** Opening Material for this task block **
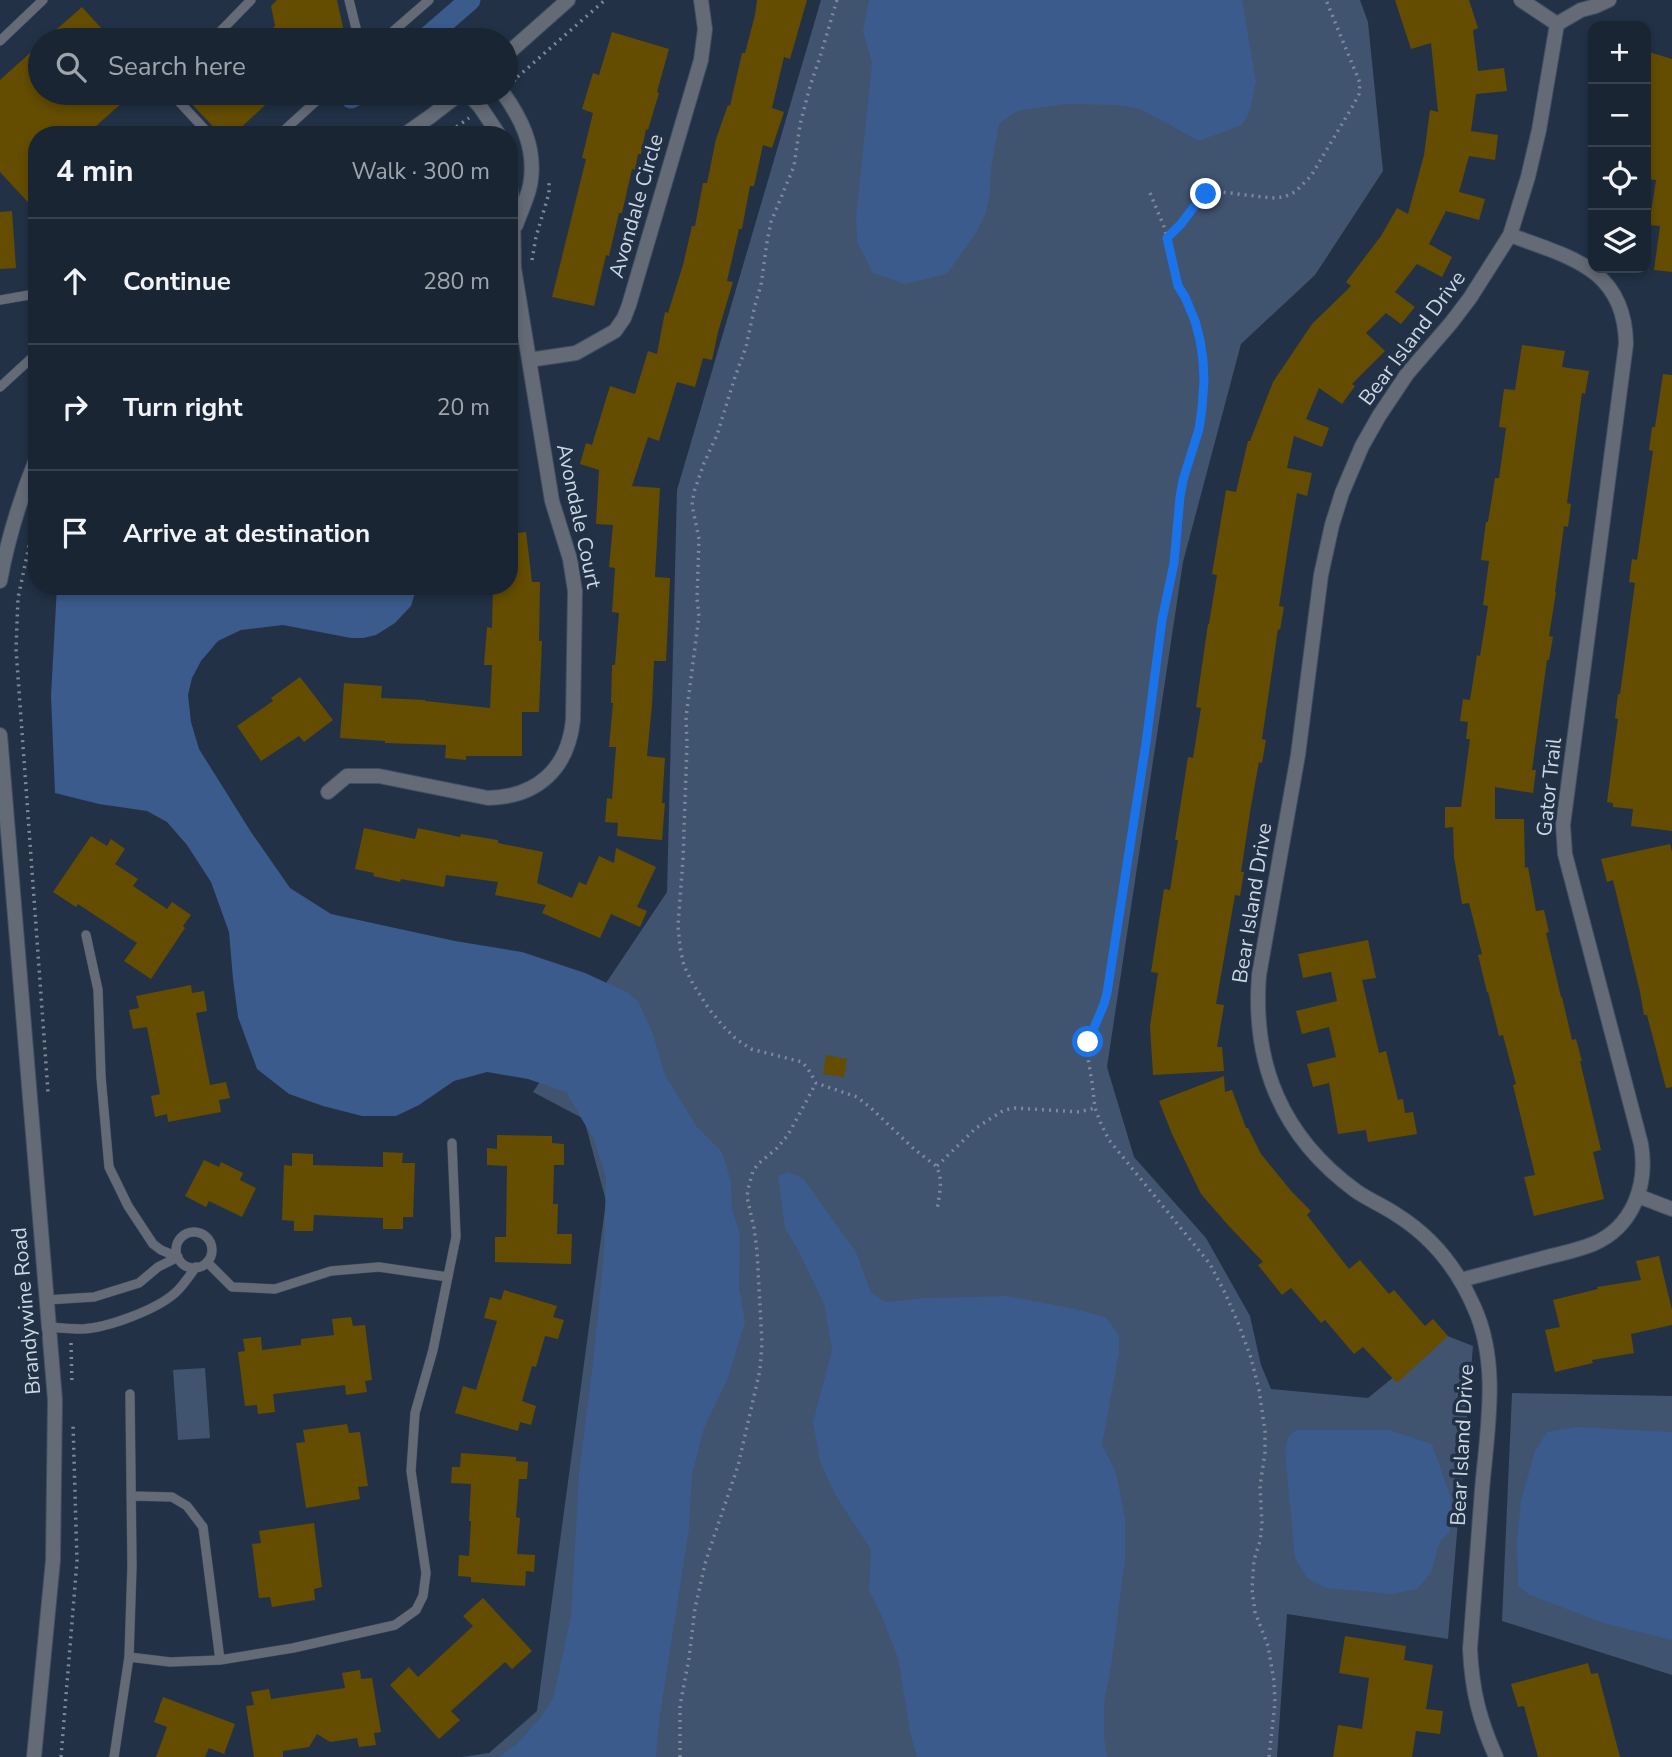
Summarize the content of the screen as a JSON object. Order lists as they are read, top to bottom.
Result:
{
  "streets": {
    "street": [
      "Avondale Circle",
      "Bear Island Drive",
      "Avondale Court",
      "Gator Trail",
      "Brandywine Road"
    ]
  },
  "crossings": [
    ["Avondale Circle", "Avondale Court"],
    ["Bear Island Drive", "Gator Trail"]
  ],
  "page": {
    "map_buttons": ["+", "−"],
    "search": "Search here",
    "heading": ["4 min", "Walk · 300 m"],
    "list": [
      ["Continue", "280 m"],
      ["Turn right", "20 m"],
      "Arrive at destination"
    ]
  }
}
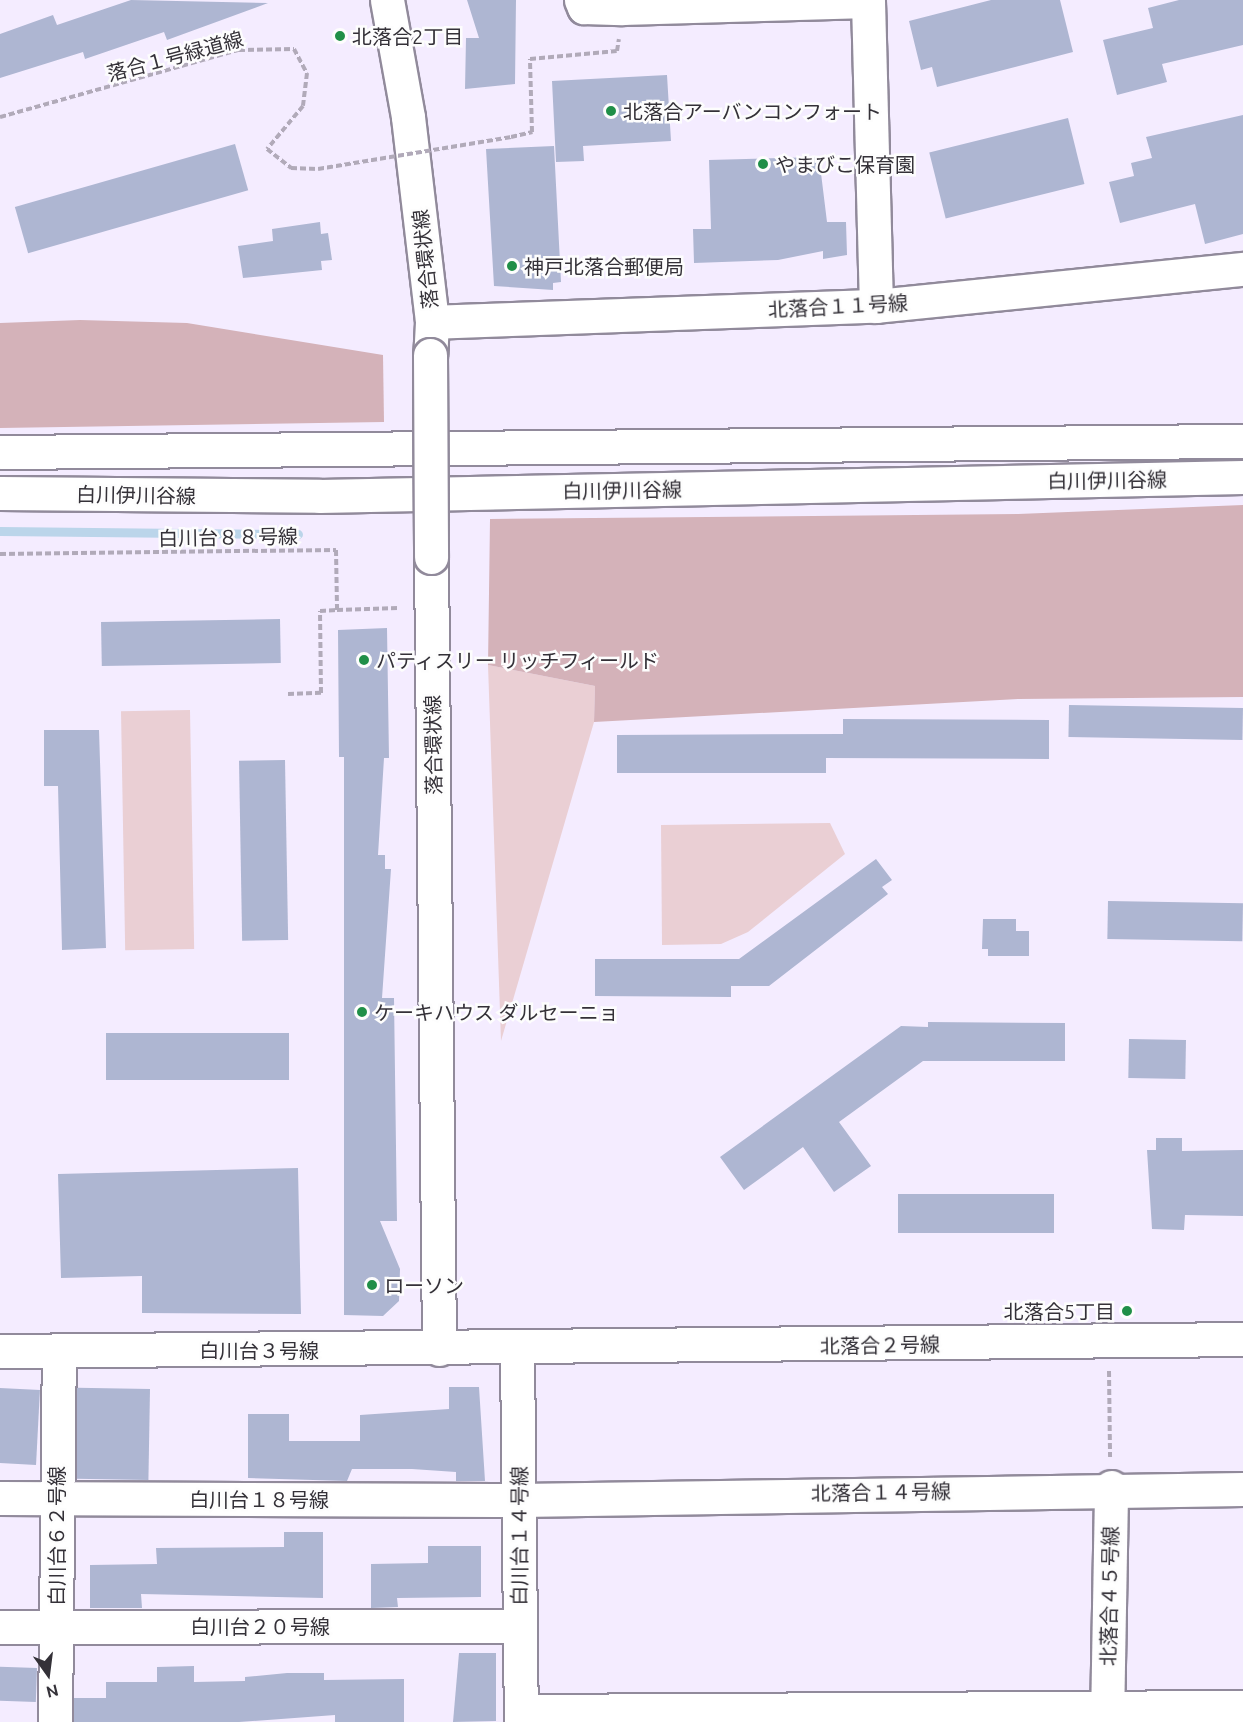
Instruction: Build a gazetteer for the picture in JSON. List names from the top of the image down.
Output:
{
  "streets": {
    "street": [
      "落合環状線",
      "北落合１１号線",
      "白川伊川谷線",
      "北落合２号線",
      "白川台３号線",
      "北落合１４号線",
      "白川台１８号線",
      "白川台６２号線",
      "白川台１４号線",
      "北落合４５号線",
      "白川台２０号線"
    ],
    "path": ["落合１号緑道線", "白川台８８号線"]
  },
  "crossings": [
    ["落合環状線", "北落合１１号線"],
    ["落合環状線", "白川台３号線"],
    ["北落合２号線", "白川台３号線"],
    ["北落合２号線", "白川台１４号線"],
    ["白川台３号線", "白川台６２号線"],
    ["白川台３号線", "白川台１４号線"],
    ["北落合１４号線", "白川台１８号線"],
    ["北落合１４号線", "白川台１４号線"],
    ["北落合１４号線", "北落合４５号線"],
    ["白川台１８号線", "白川台６２号線"],
    ["白川台１８号線", "白川台１４号線"],
    ["白川台６２号線", "白川台２０号線"],
    ["白川台１４号線", "白川台２０号線"]
  ],
  "places": [
    "北落合2丁目",
    "北落合アーバンコンフォート",
    "やまびこ保育園",
    "神戸北落合郵便局",
    "パティスリー リッチフィールド",
    "ケーキハウス ダルセーニョ",
    "ローソン",
    "北落合5丁目"
  ],
  "north": "bottom"
}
** Closing Material for this task block **
#### Problem requirements
Pictures are to be left out while the lines from the beginning of the records through the line with "Instruction: Build a" are copied word for word.

#### Finished task
Summarize the content of the screen as a JSON object. Order lists as they are read, top to bottom.
Result:
{
  "streets": {
    "street": [
      "Avondale Circle",
      "Bear Island Drive",
      "Avondale Court",
      "Gator Trail",
      "Brandywine Road"
    ]
  },
  "crossings": [
    ["Avondale Circle", "Avondale Court"],
    ["Bear Island Drive", "Gator Trail"]
  ],
  "page": {
    "map_buttons": ["+", "−"],
    "search": "Search here",
    "heading": ["4 min", "Walk · 300 m"],
    "list": [
      ["Continue", "280 m"],
      ["Turn right", "20 m"],
      "Arrive at destination"
    ]
  }
}
Instruction: Build a gazetteer for the picture in JSON. List names from the top of the image down.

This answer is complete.